**Problem to work on**
Look below. Copy each line that has "linecap" in it.

**Record excerpts**
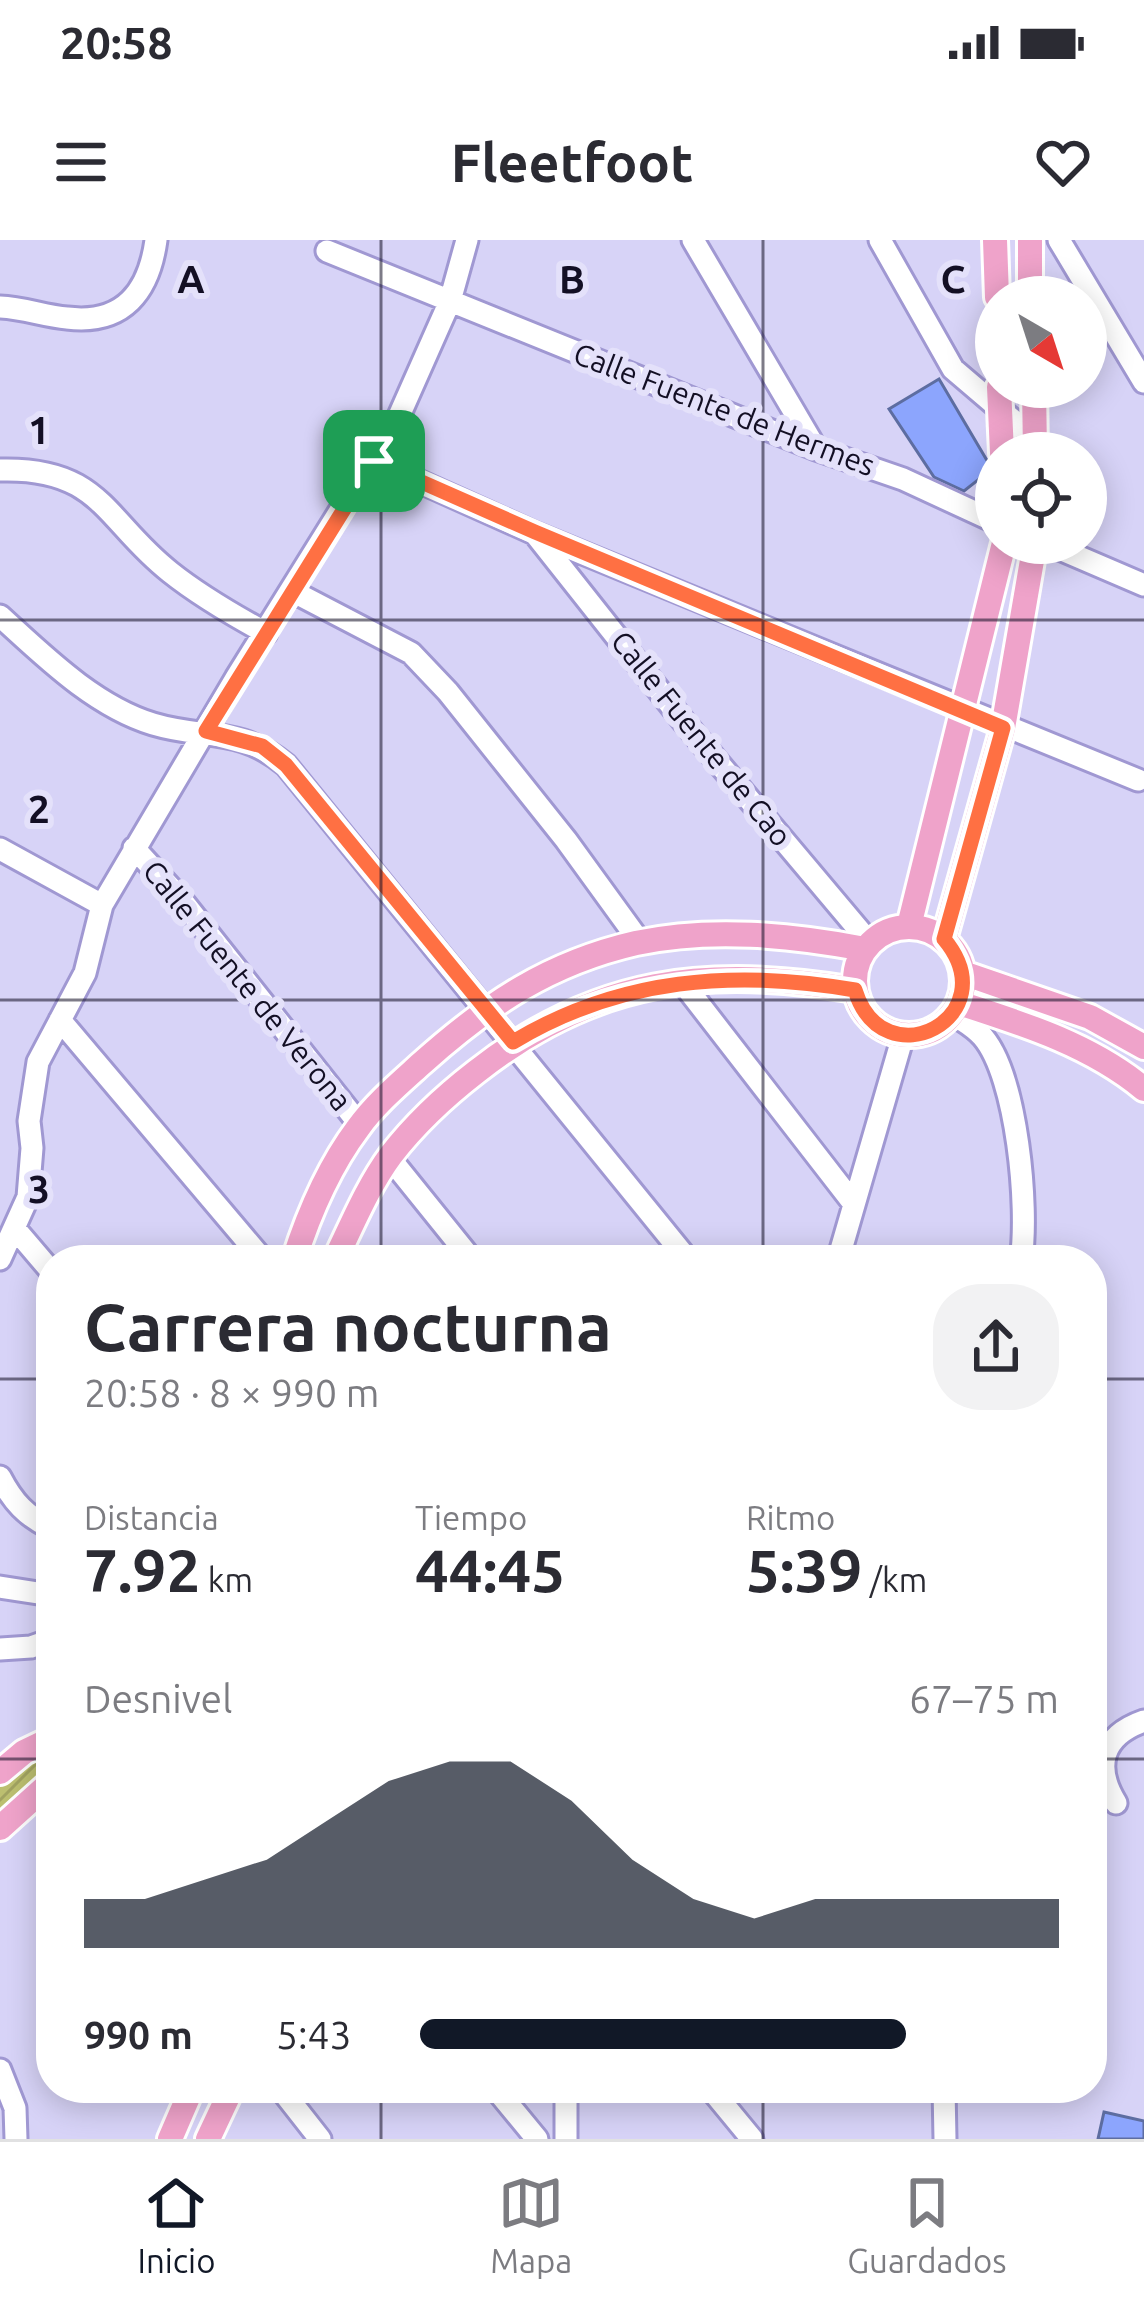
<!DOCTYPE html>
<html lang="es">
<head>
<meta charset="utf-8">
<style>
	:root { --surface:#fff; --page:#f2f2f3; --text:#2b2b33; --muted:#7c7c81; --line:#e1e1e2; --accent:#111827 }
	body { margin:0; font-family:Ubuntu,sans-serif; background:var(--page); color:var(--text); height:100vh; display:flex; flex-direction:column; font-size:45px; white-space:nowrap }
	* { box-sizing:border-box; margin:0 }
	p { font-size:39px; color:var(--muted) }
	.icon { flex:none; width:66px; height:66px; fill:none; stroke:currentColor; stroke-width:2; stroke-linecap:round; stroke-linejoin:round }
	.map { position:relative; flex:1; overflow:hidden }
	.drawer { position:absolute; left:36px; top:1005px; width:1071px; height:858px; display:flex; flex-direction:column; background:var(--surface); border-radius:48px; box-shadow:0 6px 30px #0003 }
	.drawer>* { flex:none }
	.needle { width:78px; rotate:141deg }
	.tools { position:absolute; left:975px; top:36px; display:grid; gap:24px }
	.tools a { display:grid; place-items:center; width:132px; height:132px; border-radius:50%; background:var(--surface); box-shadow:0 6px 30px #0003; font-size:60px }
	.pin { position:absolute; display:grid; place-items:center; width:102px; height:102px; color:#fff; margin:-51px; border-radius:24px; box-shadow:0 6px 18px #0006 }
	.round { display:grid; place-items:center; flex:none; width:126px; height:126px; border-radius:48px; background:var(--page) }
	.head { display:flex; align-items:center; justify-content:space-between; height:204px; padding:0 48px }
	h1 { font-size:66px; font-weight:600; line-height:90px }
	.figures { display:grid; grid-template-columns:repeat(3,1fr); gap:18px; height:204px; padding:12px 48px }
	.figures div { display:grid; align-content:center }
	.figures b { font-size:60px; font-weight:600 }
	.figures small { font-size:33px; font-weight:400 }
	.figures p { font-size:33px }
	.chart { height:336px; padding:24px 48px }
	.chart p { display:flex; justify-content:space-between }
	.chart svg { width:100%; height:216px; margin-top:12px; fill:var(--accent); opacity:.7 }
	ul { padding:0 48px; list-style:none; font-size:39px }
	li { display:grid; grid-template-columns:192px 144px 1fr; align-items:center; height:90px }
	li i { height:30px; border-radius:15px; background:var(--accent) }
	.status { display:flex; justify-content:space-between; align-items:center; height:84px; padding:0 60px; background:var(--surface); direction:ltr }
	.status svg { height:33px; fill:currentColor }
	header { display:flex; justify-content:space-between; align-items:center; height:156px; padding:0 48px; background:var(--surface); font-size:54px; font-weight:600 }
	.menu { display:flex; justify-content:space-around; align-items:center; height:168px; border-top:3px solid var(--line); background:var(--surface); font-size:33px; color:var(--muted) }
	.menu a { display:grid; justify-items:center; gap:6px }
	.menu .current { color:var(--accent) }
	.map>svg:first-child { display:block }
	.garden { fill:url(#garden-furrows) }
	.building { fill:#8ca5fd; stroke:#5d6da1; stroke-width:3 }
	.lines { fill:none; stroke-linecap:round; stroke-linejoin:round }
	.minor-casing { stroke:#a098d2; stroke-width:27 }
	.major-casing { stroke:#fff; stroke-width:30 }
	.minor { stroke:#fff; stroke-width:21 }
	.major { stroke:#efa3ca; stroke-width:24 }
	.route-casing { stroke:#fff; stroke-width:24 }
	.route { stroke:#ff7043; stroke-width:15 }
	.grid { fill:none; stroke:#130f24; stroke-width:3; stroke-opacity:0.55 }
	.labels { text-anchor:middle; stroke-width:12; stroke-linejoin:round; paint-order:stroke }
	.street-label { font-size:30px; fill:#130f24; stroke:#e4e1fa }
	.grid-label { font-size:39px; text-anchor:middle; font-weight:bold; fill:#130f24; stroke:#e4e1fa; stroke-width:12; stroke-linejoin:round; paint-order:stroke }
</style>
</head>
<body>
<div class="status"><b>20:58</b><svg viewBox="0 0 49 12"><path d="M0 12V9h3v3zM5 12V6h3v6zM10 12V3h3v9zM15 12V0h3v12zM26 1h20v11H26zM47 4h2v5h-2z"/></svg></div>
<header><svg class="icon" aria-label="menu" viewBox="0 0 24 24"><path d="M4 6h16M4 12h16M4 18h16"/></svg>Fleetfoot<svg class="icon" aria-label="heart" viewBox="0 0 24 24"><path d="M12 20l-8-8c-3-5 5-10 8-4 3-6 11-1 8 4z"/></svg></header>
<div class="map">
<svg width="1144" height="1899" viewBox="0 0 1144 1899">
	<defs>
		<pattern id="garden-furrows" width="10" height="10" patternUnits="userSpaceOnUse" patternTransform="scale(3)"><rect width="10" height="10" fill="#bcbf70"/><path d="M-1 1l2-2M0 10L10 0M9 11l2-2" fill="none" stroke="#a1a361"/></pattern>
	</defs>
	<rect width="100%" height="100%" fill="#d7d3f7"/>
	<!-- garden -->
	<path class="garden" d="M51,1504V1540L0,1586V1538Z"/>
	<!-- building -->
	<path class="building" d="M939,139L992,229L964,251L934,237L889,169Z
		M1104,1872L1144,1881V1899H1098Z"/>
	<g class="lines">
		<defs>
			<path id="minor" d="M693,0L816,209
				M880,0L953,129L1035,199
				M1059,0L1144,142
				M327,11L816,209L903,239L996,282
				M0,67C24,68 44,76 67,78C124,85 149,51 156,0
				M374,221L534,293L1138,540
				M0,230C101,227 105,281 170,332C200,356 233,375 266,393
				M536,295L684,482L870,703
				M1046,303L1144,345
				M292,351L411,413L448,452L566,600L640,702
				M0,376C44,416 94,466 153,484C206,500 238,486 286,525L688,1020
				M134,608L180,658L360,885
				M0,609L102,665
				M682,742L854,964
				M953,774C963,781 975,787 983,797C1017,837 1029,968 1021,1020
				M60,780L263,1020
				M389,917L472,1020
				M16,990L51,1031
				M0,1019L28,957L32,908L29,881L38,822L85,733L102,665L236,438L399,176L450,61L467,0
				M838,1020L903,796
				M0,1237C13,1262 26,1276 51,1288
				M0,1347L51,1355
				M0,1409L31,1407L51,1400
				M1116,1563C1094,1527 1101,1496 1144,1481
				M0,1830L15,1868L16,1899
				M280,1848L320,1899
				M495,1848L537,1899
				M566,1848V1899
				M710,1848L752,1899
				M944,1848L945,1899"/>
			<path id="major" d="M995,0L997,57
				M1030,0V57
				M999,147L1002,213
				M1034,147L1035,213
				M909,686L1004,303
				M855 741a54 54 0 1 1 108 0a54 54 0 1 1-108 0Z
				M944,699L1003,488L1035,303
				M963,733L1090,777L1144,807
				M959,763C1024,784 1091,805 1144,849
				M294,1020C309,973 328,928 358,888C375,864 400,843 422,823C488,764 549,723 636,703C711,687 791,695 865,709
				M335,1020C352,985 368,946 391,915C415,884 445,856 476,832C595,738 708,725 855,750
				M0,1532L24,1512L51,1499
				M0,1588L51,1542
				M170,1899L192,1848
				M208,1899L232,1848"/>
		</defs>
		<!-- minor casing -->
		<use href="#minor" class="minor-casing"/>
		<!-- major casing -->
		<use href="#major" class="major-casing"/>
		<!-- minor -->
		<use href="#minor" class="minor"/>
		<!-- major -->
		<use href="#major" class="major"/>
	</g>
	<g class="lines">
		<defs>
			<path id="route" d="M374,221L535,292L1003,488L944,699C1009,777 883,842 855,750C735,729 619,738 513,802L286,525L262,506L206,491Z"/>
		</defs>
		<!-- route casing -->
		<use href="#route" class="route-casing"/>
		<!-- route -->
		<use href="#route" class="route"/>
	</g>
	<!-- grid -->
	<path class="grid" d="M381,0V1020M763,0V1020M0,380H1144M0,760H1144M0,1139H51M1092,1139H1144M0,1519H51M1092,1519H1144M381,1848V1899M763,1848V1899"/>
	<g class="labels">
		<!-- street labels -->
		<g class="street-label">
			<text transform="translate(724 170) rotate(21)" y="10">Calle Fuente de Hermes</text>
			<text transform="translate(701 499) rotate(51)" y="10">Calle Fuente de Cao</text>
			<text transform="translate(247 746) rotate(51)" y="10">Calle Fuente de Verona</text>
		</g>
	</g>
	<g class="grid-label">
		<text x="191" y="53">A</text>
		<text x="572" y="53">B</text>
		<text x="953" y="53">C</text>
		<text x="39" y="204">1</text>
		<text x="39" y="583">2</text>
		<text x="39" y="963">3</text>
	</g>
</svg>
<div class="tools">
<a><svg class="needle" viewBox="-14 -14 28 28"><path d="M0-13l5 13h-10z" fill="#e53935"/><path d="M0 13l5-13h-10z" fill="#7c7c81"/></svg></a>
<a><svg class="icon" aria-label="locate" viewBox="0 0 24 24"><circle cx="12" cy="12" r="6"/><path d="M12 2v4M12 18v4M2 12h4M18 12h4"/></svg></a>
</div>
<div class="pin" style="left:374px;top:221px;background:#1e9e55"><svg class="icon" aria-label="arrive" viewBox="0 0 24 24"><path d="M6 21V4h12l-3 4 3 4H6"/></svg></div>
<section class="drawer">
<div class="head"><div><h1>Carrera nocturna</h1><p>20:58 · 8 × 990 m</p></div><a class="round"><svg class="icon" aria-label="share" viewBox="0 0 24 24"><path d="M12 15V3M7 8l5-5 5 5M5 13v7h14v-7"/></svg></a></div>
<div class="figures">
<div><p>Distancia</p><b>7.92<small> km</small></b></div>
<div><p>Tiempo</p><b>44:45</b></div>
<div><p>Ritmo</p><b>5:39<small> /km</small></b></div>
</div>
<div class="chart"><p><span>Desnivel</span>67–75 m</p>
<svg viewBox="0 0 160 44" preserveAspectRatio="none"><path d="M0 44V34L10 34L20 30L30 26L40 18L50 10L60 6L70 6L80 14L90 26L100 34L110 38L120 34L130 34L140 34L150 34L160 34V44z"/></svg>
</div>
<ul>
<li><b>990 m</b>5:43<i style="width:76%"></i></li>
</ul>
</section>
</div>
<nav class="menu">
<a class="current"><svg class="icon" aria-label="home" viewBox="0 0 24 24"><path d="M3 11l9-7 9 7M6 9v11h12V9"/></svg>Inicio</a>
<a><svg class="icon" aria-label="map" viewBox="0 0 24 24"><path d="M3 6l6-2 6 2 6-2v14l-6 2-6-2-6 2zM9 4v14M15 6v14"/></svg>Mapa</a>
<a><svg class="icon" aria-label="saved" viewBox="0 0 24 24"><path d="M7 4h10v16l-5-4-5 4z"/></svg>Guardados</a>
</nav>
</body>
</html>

**Response to the task**
	.icon { flex:none; width:66px; height:66px; fill:none; stroke:currentColor; stroke-width:2; stroke-linecap:round; stroke-linejoin:round }
	.lines { fill:none; stroke-linecap:round; stroke-linejoin:round }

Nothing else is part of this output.